_EXERCISE REQUIREMENTS_.
Going line by line through the entries below, count those that contain "linejoin". Give the number by itself.

_Stored items_.
- Opening Delimiter -

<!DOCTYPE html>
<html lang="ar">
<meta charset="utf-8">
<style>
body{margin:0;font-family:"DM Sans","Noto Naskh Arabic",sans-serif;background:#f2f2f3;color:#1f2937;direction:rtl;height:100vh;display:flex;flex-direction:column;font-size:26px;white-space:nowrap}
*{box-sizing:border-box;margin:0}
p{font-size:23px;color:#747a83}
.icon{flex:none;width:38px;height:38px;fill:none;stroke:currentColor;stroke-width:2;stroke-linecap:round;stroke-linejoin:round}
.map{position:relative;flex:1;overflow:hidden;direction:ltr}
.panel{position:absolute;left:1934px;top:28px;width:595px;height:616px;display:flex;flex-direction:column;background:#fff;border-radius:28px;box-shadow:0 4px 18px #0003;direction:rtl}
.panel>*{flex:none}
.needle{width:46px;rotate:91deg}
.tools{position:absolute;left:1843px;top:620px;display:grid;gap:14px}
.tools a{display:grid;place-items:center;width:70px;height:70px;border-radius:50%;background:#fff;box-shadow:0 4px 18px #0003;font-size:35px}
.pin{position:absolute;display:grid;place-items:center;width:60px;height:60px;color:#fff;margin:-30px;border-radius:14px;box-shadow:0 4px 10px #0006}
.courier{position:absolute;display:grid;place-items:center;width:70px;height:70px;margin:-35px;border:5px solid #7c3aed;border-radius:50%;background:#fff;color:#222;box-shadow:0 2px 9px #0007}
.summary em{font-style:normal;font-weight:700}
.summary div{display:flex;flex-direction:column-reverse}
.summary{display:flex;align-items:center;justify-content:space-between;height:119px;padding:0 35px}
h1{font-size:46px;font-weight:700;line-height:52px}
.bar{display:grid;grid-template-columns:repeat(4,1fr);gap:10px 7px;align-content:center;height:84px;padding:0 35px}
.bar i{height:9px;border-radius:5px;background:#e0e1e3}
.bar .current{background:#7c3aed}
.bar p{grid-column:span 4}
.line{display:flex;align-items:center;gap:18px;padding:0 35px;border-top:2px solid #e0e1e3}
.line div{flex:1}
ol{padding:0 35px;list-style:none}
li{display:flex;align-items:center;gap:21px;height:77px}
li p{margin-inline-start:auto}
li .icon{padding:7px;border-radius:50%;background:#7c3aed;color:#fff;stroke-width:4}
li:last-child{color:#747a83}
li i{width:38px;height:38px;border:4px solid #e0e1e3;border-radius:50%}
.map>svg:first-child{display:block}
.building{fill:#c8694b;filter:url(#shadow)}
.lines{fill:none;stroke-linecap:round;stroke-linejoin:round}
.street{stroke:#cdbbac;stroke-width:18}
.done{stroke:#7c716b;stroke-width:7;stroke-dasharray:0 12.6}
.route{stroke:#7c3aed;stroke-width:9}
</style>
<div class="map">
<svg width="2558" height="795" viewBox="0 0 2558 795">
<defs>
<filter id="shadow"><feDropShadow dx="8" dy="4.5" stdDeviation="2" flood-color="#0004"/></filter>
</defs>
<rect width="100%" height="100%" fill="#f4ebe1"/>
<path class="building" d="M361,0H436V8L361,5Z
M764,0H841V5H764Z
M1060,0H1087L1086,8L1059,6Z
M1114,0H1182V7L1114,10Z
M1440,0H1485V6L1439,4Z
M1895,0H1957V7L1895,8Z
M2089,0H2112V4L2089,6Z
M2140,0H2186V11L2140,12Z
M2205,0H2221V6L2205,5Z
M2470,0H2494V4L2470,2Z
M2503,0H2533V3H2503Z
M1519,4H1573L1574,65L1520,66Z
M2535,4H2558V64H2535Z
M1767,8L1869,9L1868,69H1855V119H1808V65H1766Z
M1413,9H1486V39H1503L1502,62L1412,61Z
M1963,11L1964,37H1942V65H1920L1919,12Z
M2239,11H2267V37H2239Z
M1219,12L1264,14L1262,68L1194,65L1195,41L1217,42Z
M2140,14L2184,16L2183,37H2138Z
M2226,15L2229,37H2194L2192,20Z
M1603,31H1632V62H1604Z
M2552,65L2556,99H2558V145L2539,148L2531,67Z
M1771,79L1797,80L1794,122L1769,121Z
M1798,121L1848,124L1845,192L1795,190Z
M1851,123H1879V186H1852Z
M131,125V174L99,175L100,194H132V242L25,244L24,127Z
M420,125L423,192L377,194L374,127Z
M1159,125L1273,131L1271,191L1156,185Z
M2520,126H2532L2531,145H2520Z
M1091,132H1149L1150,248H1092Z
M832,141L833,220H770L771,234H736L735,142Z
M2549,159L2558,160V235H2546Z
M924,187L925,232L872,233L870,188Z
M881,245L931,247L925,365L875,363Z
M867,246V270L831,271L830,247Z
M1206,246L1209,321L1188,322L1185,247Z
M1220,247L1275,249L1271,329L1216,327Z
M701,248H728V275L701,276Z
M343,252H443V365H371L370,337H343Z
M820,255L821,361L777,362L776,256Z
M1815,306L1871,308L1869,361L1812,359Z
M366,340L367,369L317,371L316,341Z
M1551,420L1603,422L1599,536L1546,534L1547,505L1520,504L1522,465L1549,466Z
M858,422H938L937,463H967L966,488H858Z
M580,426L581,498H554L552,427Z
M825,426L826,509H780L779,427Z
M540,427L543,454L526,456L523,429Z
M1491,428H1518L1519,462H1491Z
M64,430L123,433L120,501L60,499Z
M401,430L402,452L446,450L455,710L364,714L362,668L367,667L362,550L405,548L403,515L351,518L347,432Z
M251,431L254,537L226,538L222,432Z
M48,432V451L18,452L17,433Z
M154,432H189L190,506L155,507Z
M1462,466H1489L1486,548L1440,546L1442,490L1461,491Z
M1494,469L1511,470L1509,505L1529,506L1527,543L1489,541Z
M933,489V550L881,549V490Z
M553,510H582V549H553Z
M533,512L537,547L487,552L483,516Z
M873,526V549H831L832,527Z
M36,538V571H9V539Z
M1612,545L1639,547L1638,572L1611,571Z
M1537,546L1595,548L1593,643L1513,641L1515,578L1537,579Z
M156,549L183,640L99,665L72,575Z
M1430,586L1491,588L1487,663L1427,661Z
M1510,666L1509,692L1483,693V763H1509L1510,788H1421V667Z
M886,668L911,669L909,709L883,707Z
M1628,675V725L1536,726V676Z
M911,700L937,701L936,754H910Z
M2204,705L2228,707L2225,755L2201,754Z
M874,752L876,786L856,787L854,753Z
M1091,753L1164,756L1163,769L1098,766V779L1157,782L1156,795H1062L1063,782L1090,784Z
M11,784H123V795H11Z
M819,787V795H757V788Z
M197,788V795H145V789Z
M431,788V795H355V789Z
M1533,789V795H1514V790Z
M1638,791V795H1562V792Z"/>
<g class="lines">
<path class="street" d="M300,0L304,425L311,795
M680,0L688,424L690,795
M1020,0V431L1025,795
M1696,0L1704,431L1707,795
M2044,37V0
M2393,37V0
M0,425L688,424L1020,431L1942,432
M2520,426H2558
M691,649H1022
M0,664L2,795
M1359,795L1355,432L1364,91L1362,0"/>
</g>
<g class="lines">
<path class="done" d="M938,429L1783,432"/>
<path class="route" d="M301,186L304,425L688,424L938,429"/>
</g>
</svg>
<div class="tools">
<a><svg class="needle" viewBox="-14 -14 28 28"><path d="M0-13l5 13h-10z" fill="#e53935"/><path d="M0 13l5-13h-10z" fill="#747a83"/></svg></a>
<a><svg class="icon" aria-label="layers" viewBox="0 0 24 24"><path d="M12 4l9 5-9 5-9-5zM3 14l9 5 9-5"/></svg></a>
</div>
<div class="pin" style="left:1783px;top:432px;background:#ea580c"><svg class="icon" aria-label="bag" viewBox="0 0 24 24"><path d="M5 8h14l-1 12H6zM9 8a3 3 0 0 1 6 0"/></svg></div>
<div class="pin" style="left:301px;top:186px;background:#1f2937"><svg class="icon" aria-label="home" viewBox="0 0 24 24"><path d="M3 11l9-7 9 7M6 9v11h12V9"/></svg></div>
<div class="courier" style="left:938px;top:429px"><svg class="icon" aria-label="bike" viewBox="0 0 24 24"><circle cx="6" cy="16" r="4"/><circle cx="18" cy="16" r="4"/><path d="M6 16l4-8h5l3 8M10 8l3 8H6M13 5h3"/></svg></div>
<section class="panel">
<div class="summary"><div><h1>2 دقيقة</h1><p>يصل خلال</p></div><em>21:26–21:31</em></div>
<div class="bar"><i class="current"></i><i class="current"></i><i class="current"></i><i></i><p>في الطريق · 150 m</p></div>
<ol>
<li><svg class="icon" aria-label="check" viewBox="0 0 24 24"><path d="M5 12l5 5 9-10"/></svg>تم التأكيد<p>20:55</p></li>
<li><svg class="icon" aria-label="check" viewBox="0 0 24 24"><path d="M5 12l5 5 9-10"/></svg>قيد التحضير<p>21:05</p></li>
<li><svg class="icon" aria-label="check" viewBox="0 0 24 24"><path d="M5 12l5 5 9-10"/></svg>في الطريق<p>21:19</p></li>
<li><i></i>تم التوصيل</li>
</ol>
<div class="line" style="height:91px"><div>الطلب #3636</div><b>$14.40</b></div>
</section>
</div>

- Closing Delimiter -

_ANSWER SECTION_.
2